Saved entries
------------------------------------------------------------

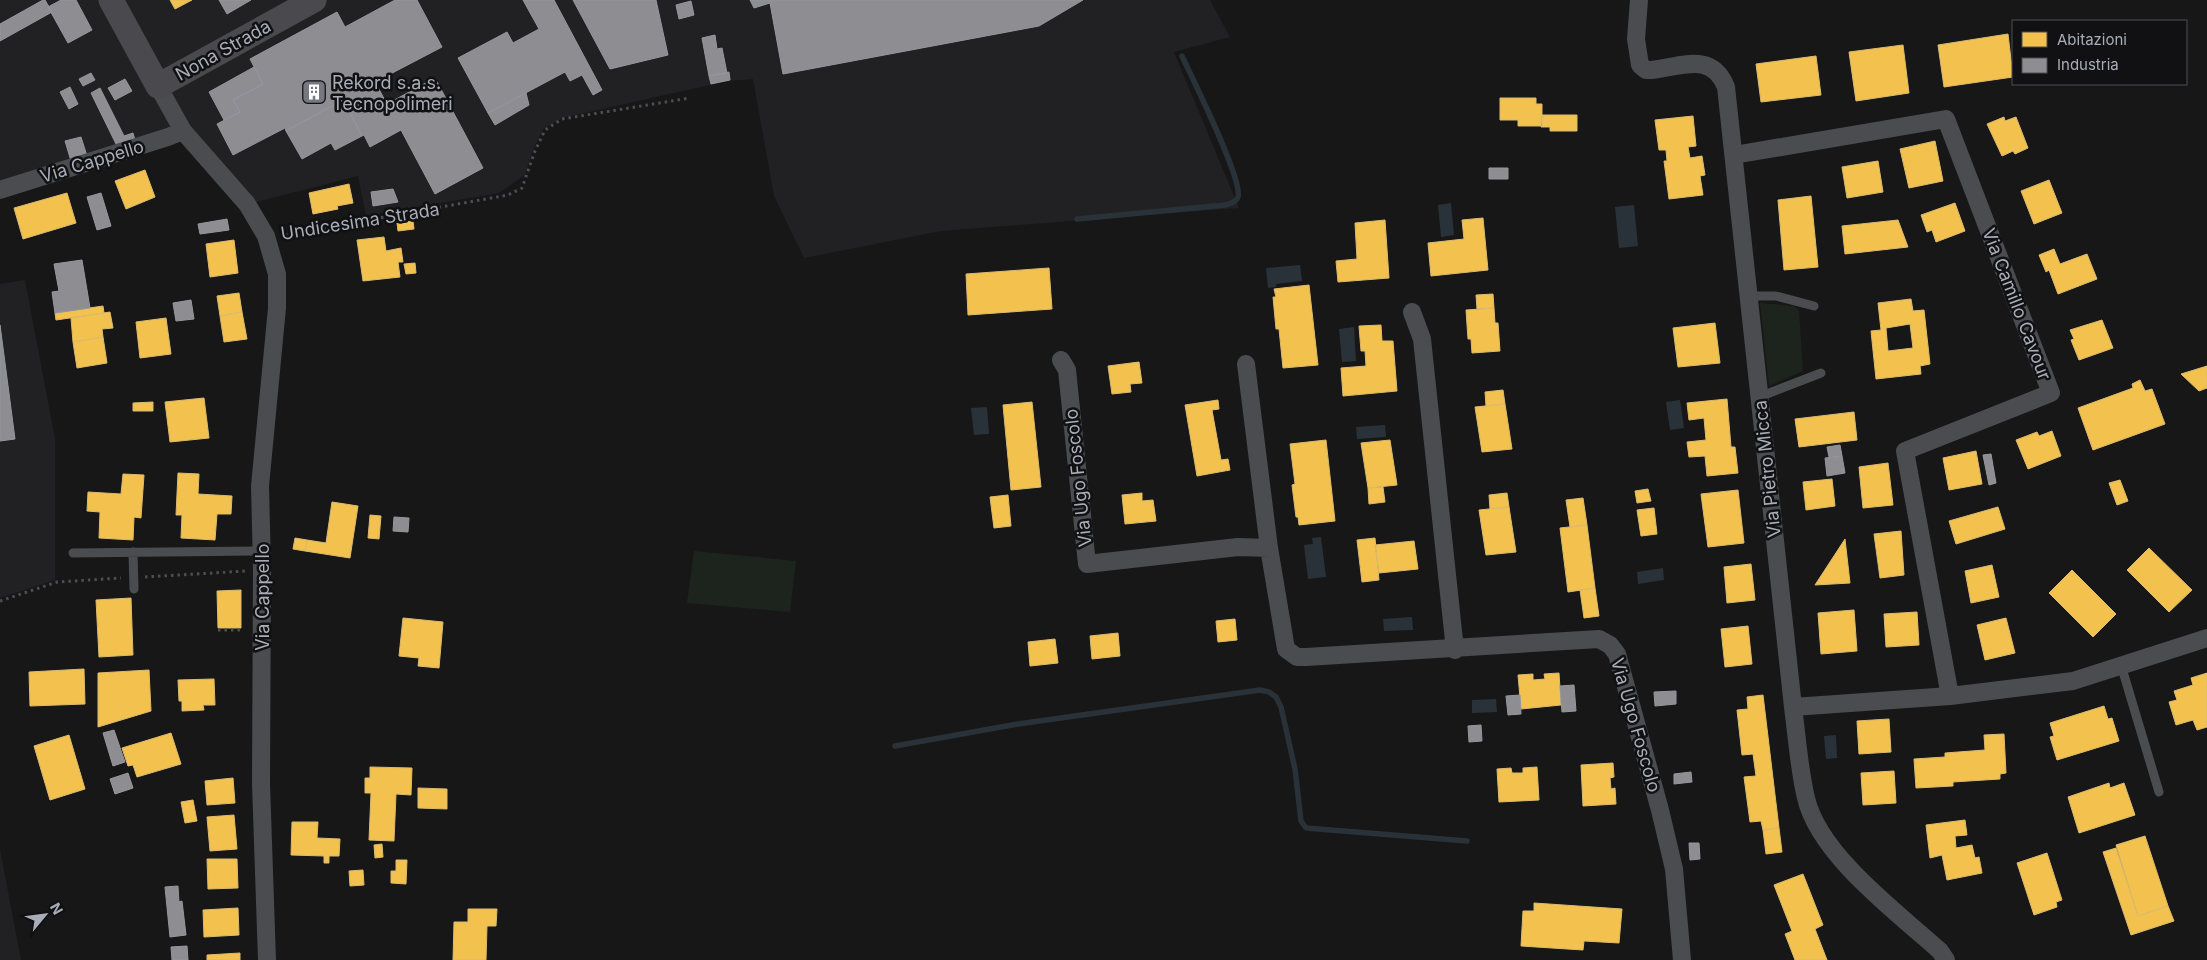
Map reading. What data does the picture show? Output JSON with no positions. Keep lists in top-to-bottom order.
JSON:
{
  "streets": {
    "street": [
      "Nona Strada",
      "Via Cappello",
      "Undicesima Strada",
      "Via Camillo Cavour",
      "Via Pietro Micca",
      "Via Ugo Foscolo"
    ]
  },
  "crossings": [
    ["Nona Strada", "Undicesima Strada"],
    ["Via Cappello", "Undicesima Strada"],
    ["Via Camillo Cavour", "Via Pietro Micca"]
  ],
  "places": {
    "building": ["Rekord s.a.s. Tecnopolimeri"]
  },
  "legend": ["Abitazioni", "Industria"],
  "north": "top right"
}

------------------------------------------------------------

Work instructions: Your copy of the entries must be exact and must not include any of their pictures.

Finished task:
Map reading. What data does the picture show? Output JSON with no positions. Keep lists in top-to-bottom order.
JSON:
{
  "streets": {
    "street": [
      "Nona Strada",
      "Via Cappello",
      "Undicesima Strada",
      "Via Camillo Cavour",
      "Via Pietro Micca",
      "Via Ugo Foscolo"
    ]
  },
  "crossings": [
    ["Nona Strada", "Undicesima Strada"],
    ["Via Cappello", "Undicesima Strada"],
    ["Via Camillo Cavour", "Via Pietro Micca"]
  ],
  "places": {
    "building": ["Rekord s.a.s. Tecnopolimeri"]
  },
  "legend": ["Abitazioni", "Industria"],
  "north": "top right"
}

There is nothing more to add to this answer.